In the listing below, a line holding "Build a gazetteer" and a line holding "Annotation task. What" mark the range. Retype both exactly, with all lines between them.

(RECORDS SHOWN Opens)

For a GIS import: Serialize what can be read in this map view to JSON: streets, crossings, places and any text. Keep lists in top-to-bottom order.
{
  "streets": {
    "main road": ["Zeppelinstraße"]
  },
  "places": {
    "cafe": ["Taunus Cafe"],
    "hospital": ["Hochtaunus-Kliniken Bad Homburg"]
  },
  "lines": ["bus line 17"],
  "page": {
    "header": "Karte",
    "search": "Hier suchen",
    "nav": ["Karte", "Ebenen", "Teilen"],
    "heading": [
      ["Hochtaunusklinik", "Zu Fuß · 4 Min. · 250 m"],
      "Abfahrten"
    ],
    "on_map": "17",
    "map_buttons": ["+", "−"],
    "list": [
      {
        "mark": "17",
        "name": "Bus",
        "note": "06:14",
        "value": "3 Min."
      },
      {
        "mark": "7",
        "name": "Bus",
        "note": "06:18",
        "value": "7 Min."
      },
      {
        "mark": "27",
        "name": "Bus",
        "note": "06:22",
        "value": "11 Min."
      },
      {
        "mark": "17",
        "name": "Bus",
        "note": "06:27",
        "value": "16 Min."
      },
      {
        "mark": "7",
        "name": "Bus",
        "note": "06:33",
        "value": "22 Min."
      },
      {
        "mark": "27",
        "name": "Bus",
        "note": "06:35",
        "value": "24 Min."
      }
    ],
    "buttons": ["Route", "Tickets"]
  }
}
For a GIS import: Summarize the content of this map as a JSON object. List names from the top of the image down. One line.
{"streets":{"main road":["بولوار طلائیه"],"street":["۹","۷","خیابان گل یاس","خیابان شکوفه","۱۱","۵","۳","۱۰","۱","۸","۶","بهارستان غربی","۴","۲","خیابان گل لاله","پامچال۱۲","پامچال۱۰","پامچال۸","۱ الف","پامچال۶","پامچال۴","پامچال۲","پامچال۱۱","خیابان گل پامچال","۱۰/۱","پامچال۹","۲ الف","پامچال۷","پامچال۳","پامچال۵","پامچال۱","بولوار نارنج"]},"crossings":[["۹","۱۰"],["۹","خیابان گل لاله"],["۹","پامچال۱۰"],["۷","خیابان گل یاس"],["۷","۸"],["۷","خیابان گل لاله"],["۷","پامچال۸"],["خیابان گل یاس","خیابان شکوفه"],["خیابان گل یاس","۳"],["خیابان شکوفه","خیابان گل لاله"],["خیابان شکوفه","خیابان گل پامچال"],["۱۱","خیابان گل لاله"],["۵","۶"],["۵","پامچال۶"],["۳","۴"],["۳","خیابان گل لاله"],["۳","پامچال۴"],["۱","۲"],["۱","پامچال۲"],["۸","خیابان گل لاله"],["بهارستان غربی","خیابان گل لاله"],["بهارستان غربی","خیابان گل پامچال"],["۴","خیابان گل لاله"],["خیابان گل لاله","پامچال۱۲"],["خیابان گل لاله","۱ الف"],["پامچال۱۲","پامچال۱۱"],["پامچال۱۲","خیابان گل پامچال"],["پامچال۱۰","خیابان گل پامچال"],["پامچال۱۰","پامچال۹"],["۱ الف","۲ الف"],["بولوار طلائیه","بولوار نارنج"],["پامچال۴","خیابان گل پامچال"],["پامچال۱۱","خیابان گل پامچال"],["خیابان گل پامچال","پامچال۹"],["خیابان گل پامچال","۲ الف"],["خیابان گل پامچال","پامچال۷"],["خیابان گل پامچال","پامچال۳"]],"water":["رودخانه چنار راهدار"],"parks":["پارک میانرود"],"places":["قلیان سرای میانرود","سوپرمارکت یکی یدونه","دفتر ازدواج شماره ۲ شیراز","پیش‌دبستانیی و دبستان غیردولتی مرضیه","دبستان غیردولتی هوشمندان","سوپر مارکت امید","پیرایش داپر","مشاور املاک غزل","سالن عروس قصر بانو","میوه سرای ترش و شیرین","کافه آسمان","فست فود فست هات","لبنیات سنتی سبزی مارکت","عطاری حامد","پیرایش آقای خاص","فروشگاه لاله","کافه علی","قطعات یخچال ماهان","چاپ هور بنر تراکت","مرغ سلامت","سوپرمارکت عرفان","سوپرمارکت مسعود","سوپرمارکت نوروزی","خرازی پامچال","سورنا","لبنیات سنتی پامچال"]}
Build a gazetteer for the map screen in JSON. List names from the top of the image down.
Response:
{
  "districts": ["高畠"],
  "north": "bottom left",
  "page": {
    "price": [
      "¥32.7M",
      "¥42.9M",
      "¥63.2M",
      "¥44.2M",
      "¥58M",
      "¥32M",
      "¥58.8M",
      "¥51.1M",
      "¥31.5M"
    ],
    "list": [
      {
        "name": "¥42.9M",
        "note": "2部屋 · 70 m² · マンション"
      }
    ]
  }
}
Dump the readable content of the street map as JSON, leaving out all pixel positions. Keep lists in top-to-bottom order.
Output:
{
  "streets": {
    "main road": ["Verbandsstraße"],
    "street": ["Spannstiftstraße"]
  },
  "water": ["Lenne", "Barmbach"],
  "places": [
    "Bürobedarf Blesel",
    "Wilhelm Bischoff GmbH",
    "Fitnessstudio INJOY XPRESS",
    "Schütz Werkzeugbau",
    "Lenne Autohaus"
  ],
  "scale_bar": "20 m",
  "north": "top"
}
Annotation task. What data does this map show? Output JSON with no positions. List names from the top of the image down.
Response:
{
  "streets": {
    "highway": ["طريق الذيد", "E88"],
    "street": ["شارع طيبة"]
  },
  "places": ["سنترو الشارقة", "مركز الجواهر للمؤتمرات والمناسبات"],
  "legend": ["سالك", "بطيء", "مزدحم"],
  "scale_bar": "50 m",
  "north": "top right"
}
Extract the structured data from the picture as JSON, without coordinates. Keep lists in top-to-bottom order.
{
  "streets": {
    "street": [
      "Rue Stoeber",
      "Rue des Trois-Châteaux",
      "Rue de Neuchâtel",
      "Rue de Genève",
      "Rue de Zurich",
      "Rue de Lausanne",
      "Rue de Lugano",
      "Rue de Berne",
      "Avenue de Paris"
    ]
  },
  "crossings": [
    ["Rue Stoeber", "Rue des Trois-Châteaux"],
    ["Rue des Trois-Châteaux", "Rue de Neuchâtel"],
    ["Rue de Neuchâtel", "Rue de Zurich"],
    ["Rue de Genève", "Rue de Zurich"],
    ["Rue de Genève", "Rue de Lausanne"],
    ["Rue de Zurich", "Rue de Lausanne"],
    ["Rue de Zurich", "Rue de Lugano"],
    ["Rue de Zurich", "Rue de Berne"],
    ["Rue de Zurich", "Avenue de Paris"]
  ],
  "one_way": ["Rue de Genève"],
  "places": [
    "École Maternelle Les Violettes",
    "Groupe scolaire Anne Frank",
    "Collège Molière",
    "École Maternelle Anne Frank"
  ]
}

(RECORDS SHOWN Closes)

OUTPUT:
Build a gazetteer for the map screen in JSON. List names from the top of the image down.
Response:
{
  "districts": ["高畠"],
  "north": "bottom left",
  "page": {
    "price": [
      "¥32.7M",
      "¥42.9M",
      "¥63.2M",
      "¥44.2M",
      "¥58M",
      "¥32M",
      "¥58.8M",
      "¥51.1M",
      "¥31.5M"
    ],
    "list": [
      {
        "name": "¥42.9M",
        "note": "2部屋 · 70 m² · マンション"
      }
    ]
  }
}
Dump the readable content of the street map as JSON, leaving out all pixel positions. Keep lists in top-to-bottom order.
Output:
{
  "streets": {
    "main road": ["Verbandsstraße"],
    "street": ["Spannstiftstraße"]
  },
  "water": ["Lenne", "Barmbach"],
  "places": [
    "Bürobedarf Blesel",
    "Wilhelm Bischoff GmbH",
    "Fitnessstudio INJOY XPRESS",
    "Schütz Werkzeugbau",
    "Lenne Autohaus"
  ],
  "scale_bar": "20 m",
  "north": "top"
}
Annotation task. What data does this map show? Output JSON with no positions. List names from the top of the image down.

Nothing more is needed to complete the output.